With illegal immigration such a hot button issue today, a common question that is asked regarding a New Jersey DUI case is how an immigrant will be dealt with in the event that there is a charge of DUI. If the immigrant is in the United States illegally, it could be a severe blow to their hopes to stay if they’re charged with DUI. Even if the driver is in the United States legally and is waiting for the okay to remain in the country as a resident, a DUI could significantly hinder that goal as well.
Illegal immigration is seen as a significant problem in today’s society and if that illegal immigrant is also committing dangerous acts such as driving under the influence, there will be calls for deportation not just for coming into the country illegally, but for putting others in jeopardy. In addition, the driver who is arrested on DUI charges is not going have a valid New Jersey driver’s license, nor will he or she have the proper insurance. Due to the illegal immigration issues and a charge of DUI, a vast number of people who are arrested for DUI are simply being deported. One saving grace for an illegal immigrant who is arrested for DUI is that New Jersey treats DUI as a traffic offense and not a crime. This could save the driver from being deported.
DUI Stops And Penalties
Drivers who are in the United States legally or illegally might not be aware as to how a DUI stop is initiated, what will happen during the stop and the penalties – apart from deportation – they might face if convicted.

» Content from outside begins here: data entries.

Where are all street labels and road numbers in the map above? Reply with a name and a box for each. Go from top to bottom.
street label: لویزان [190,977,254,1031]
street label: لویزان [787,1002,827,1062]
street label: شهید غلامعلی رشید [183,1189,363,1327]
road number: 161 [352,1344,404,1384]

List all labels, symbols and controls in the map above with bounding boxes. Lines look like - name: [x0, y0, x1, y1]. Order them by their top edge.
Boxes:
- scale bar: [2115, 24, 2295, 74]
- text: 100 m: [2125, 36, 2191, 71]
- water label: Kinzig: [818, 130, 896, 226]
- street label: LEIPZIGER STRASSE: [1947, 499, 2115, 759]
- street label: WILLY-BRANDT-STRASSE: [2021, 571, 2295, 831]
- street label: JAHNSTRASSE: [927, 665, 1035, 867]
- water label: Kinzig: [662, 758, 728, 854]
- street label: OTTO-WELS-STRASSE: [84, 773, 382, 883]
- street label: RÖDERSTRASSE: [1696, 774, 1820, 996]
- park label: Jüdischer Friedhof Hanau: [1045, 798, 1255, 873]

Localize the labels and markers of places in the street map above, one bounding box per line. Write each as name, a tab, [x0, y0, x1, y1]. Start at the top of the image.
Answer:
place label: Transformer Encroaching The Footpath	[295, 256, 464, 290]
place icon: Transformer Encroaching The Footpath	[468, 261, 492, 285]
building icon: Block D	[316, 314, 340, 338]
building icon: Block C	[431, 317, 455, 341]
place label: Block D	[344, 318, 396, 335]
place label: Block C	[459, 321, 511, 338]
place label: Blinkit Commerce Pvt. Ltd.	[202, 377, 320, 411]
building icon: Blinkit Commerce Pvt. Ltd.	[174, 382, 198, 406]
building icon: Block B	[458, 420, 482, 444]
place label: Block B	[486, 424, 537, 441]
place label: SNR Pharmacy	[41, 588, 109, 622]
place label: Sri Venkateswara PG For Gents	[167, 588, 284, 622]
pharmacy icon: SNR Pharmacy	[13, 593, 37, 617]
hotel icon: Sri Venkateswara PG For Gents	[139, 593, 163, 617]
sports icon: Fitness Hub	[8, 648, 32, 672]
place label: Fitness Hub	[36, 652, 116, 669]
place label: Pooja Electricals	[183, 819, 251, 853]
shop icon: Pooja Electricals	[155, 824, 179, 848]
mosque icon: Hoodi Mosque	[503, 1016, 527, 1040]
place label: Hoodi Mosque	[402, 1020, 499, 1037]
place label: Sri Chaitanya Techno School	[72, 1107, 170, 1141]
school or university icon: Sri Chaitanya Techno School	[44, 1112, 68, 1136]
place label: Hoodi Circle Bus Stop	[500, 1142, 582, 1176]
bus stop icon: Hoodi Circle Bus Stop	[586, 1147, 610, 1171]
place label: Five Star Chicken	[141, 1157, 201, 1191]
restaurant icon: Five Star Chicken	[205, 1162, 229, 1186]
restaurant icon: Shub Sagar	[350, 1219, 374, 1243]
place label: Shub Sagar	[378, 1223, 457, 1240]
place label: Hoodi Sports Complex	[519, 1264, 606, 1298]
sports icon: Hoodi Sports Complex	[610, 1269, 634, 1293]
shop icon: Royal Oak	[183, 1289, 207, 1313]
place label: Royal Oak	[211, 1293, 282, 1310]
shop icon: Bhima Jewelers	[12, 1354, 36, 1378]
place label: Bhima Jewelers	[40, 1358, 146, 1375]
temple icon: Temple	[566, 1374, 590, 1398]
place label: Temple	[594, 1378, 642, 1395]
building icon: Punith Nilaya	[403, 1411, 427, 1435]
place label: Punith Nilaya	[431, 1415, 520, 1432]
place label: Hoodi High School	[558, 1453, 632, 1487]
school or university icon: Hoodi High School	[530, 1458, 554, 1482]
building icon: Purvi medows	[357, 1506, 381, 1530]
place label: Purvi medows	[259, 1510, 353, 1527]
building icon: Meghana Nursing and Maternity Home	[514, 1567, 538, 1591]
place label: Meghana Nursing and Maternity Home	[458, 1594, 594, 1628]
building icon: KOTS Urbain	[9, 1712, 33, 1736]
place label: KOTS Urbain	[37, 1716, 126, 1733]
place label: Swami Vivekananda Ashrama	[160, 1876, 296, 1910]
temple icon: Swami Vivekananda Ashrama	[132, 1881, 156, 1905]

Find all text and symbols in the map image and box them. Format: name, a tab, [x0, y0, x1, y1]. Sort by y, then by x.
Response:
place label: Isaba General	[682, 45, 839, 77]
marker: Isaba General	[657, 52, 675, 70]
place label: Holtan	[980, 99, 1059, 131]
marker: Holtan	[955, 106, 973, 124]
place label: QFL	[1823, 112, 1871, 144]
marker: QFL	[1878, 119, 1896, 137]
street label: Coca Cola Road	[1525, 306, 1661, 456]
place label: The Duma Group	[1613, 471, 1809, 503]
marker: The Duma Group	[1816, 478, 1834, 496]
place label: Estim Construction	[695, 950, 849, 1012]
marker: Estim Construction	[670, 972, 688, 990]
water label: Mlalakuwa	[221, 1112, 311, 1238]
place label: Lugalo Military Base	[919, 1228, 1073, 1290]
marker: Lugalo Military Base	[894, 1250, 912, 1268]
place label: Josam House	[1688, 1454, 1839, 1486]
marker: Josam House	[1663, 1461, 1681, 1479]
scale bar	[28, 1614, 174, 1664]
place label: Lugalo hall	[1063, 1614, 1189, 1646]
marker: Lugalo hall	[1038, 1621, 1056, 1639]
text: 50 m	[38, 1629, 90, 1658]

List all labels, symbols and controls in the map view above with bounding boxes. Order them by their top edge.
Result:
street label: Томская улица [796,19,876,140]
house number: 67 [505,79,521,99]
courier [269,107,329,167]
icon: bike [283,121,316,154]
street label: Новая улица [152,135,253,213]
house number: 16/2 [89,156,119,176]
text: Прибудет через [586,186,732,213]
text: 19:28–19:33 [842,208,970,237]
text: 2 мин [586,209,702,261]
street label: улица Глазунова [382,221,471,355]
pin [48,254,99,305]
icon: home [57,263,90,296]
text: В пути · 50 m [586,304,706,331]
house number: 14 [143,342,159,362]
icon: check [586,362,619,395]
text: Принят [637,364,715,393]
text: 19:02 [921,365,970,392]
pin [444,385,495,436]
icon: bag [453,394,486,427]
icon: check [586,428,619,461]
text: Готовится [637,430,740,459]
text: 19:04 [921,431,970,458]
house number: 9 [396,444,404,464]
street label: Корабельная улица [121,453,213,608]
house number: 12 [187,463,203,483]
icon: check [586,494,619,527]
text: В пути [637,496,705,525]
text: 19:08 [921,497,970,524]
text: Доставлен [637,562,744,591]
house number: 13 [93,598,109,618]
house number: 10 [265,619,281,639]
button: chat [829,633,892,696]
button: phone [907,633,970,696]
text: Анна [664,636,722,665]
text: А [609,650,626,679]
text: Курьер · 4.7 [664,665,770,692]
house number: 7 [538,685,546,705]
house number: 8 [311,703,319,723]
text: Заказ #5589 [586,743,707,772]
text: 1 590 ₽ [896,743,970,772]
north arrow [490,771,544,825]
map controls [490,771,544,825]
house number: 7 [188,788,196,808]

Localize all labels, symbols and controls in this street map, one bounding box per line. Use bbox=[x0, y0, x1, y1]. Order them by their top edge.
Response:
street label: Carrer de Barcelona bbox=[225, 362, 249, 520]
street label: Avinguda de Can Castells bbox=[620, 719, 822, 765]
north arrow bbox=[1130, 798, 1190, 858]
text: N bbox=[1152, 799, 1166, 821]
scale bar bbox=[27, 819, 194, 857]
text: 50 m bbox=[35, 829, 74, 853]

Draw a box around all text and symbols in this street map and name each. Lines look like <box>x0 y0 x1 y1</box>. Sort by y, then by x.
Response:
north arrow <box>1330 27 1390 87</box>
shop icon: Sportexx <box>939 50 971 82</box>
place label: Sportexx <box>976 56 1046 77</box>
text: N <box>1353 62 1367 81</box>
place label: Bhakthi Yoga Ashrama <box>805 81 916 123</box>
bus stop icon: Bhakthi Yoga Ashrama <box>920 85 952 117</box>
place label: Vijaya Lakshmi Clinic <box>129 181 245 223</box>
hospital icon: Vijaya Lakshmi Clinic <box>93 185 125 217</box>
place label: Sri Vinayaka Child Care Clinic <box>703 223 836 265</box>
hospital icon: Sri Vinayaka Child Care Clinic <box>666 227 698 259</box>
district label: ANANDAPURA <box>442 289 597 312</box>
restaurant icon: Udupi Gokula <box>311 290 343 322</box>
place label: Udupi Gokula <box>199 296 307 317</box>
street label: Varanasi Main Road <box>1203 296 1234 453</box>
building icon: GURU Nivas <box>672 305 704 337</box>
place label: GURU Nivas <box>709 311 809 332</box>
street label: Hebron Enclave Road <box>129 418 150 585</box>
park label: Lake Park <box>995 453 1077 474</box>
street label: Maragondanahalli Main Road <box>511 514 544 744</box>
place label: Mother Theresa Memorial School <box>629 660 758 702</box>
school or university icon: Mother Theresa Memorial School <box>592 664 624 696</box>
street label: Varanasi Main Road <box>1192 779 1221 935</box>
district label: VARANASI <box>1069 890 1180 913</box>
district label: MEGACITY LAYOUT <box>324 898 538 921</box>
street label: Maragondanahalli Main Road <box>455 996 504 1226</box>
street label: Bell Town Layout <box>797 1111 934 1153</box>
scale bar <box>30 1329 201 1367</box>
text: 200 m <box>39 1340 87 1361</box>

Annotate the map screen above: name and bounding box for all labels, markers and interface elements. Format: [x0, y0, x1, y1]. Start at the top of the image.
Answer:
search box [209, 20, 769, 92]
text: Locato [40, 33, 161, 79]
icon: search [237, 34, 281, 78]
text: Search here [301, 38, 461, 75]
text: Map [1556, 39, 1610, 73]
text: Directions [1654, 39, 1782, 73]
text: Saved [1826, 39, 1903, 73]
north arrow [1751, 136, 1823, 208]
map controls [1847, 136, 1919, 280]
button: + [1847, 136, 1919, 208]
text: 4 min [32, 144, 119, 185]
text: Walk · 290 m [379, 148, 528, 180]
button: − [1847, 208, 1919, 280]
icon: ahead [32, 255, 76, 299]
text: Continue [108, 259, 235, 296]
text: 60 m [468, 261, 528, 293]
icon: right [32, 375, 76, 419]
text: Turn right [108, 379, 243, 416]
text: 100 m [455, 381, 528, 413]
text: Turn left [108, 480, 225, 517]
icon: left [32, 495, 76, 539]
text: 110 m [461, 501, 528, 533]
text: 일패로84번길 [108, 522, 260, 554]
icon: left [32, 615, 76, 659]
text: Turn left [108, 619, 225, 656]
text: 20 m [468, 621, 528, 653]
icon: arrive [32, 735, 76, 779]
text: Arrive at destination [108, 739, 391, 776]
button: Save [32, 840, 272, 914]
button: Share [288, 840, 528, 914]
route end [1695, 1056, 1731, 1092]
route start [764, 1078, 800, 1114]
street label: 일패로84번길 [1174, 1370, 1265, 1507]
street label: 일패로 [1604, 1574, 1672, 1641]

In New Jersey, an officer is not allowed to make a traffic stop to investigate a DUI without just cause. That means the driver had to have done something to justify the stop. This can include reckless driving, breaking a traffic law and many other viable reasons. Once the stop is made, the officer will ask to see the driver’s license, registration and proof of insurance. An illegal immigrant is unlikely to have any of this information. The officer will also look for clear indications that the driver has been drinking. This can include slurring words, having bloodshot eyes and smelling of alcohol.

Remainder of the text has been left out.